Je suis sans doute trop **fan du format “Album” de la musique, **cet enchainement de chansons qui répond à une logique, celle de l’artiste je l’espère et pas seulement celle du marketing. Il me faut le temps de l’intégrer, d’entrer dans ce monde de sons, de mots. Je ne peux pas écrire quelque chose juste après une première ou deuxième écoute, écrire sur commande même dans la semaine. Parfois, il y a le coup de foudre, une envie irrépressible d’en parler mais c’est si rare : Un tous les 3 à 5 ans, peut-être ? La plupart du temps, je laisse la musique m’accompagner, sans vraiment tout écouter, pour me baigner dedans, qu’elle soit comme mon environnement naturel. Les mots tombent là où ils doivent, sur la note qui est devenue une amie. Je commence à pouvoir fredonner, chanter dans ma tête où m’apercevoir que ça n’a aucun effet. L’album m’accompagne sur le trajet vers le travail, dans mon activité pour m’isoler de l’open-space, chez moi, quand je ne dérange pas le reste de la maisonnée (il y a des chats mélomanes…). Le streaming ne fait jamais cela, si ce n’est pour découvrir par hasard une pépite à travers des recommandations qui ne me satisfont jamais. La radio avait autrefois cette qualité mais la plupart sont gangrénées pas un marketing, une panelisation qui rend tout insipide et répétitif. Et encore, il faut que le morceau dure juste ce qu’il faut sinon on coupe ce qui dépasse. Là encore, on ne prend plus le temps…

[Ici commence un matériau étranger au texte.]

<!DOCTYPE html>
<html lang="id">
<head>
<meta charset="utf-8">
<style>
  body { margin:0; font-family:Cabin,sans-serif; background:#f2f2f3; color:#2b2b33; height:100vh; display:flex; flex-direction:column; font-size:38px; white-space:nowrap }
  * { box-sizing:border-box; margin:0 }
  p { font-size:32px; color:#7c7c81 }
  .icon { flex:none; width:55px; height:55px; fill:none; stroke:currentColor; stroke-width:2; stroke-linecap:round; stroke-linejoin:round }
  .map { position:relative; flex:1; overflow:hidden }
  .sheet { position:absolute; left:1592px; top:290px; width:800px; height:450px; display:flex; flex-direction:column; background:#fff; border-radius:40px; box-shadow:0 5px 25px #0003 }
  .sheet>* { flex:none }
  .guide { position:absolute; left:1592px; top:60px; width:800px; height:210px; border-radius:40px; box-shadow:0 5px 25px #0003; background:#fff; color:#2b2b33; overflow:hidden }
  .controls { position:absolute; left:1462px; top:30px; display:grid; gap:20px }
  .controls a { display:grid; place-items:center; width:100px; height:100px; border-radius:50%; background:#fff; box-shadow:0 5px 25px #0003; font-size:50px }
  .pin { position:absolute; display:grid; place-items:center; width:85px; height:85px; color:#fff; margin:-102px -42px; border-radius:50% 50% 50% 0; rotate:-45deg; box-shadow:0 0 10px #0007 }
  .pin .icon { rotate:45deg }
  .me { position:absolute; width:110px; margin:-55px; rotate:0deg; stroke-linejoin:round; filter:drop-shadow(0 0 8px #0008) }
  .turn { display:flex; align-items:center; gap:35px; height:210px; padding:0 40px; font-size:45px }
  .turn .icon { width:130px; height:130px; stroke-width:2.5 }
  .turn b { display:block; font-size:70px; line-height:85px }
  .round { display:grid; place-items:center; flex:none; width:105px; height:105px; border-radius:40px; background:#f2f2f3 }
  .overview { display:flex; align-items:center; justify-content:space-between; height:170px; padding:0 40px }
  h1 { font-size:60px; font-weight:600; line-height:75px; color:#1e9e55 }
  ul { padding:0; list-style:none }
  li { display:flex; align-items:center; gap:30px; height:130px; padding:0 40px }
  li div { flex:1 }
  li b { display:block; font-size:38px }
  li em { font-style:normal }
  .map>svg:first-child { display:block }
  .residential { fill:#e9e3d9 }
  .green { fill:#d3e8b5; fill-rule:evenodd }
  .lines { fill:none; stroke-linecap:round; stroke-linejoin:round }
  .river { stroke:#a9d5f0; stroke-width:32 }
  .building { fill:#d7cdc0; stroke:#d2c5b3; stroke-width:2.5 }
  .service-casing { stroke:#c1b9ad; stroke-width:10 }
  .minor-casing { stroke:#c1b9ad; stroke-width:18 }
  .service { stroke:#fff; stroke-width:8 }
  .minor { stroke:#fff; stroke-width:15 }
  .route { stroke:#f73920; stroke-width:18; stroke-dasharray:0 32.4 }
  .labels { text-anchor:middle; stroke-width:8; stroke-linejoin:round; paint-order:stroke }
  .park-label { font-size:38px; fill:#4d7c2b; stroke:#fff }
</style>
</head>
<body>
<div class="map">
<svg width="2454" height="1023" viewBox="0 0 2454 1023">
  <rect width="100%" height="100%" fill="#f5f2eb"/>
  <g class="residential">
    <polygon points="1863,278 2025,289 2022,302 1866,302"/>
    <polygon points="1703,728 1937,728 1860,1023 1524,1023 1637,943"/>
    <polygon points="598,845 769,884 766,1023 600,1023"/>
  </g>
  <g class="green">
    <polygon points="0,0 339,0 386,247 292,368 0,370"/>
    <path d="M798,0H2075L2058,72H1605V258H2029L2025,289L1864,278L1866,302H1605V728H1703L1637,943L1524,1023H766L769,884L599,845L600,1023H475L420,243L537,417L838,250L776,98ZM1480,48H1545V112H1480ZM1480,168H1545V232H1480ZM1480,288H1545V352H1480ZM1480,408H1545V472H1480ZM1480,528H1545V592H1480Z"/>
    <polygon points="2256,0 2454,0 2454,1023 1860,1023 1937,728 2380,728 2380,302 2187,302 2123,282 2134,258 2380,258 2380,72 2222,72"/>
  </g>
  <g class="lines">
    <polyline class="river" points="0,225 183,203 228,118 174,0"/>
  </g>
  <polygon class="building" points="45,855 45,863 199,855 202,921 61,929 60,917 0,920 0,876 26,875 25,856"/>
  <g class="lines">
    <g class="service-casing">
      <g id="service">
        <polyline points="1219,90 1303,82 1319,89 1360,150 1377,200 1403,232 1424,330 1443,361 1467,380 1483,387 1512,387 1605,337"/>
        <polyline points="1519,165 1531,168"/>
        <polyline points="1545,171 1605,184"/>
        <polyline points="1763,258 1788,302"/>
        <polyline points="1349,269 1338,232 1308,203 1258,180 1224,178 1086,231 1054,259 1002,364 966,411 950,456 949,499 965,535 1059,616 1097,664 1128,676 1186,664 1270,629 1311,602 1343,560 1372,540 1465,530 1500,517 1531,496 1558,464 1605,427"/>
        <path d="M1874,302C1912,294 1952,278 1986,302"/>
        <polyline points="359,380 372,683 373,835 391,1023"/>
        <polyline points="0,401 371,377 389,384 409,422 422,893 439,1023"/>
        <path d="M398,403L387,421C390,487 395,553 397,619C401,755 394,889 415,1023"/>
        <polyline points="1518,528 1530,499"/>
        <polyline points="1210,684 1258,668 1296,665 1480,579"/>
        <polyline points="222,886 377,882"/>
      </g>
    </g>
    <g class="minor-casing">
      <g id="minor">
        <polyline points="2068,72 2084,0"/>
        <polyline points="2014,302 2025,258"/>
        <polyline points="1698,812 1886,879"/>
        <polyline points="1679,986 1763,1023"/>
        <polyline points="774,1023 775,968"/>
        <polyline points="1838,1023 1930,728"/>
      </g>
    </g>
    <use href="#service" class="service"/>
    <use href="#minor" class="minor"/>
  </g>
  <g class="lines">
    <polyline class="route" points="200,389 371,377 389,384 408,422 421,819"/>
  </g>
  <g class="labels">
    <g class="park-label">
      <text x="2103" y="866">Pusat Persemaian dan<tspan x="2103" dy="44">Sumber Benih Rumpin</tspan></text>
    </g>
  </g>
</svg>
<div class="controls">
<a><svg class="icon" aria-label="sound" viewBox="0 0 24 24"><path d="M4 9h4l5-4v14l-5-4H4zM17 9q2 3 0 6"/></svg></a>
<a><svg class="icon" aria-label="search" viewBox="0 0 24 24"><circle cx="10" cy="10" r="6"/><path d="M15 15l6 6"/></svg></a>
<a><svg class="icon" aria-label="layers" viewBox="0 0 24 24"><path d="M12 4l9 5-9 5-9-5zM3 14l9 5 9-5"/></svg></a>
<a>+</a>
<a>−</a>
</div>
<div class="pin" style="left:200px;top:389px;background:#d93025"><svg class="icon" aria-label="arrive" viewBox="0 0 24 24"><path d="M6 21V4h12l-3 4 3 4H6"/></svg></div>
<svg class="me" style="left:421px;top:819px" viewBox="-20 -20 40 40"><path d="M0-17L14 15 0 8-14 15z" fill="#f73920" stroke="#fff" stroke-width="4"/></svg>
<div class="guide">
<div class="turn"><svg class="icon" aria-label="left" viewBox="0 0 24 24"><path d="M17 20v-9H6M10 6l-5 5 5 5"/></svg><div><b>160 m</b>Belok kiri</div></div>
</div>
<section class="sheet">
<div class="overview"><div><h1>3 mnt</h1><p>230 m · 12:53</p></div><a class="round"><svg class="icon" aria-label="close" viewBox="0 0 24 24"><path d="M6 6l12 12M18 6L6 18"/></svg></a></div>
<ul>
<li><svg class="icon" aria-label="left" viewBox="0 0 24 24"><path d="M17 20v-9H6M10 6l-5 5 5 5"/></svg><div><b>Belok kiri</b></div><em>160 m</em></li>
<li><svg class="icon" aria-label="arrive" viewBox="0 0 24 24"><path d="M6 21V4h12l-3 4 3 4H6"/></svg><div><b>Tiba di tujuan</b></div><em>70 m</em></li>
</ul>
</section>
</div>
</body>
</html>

Je ne pourrais jamais être fan, non plus, des voyages organisés, de ces trucs où l’on nous parque dans des cars, des villages et on nous compresse tout ce qu’il y a à voir dans le moins de temps possible. Je préfère payer plus cher, choisir ce que je veux, faire cela à mon rythme avec madame et prendre le temps de contempler, rencontrer. J’aime marcher, errer, ressentir une atmosphère et parfois je zappe volontiers un monument pour voir autre chose qui paraîtrait insignifiant. C’est plus le trajet qui m’intéresse, ou simplement le lieu dans sa solitude. J’ai encore en mémoire ce moment passé à l’aube dans les temples de My Son au Vietnam. Nous étions partis la nuit, à 8 (américains, allemands, …) avec un guide et c’est tout. Le soleil s’est levé juste avant notre arrivée sur ce lieu chargé d’histoire. Il y avait ce son de la jungle, l’âme d’un peuple disparu, les stigmates d’une guerre fratricide. La lumière rendait grâce à ce lieu sacré et je n’ai même pas pris le temps de prendre tant de photos que ça. Le souvenir du moment passe au delà de l’image. D’ailleurs le petit groupe que nous étions parlait peu, pendant ce moment. Nous contemplions… Cette contemplation, je l’ai eu dans d’autres lieux, quand la chance nous est encore donnée de nous extraire du brouhaha de la foule, cette même foule que je peux aimer simplement regarder et écouter, par ailleurs. Je n’aime peut-être plus les musées aujourd’hui car justement on ne laisse plus le temps de contempler, dans la bousculade perpétuelle, avec des explications trop “design” pour être lisibles, en plus. Mon dernier bon souvenir reste celui de la Tate Modern de Londres avec une merveilleuse exposition sur Turner qui allait au delà de la simple exposition des oeuvres. Nous entrions dans l’intimité de l’artiste, de la préparation des couleurs, la visite des lieux qui l’inspiraient. 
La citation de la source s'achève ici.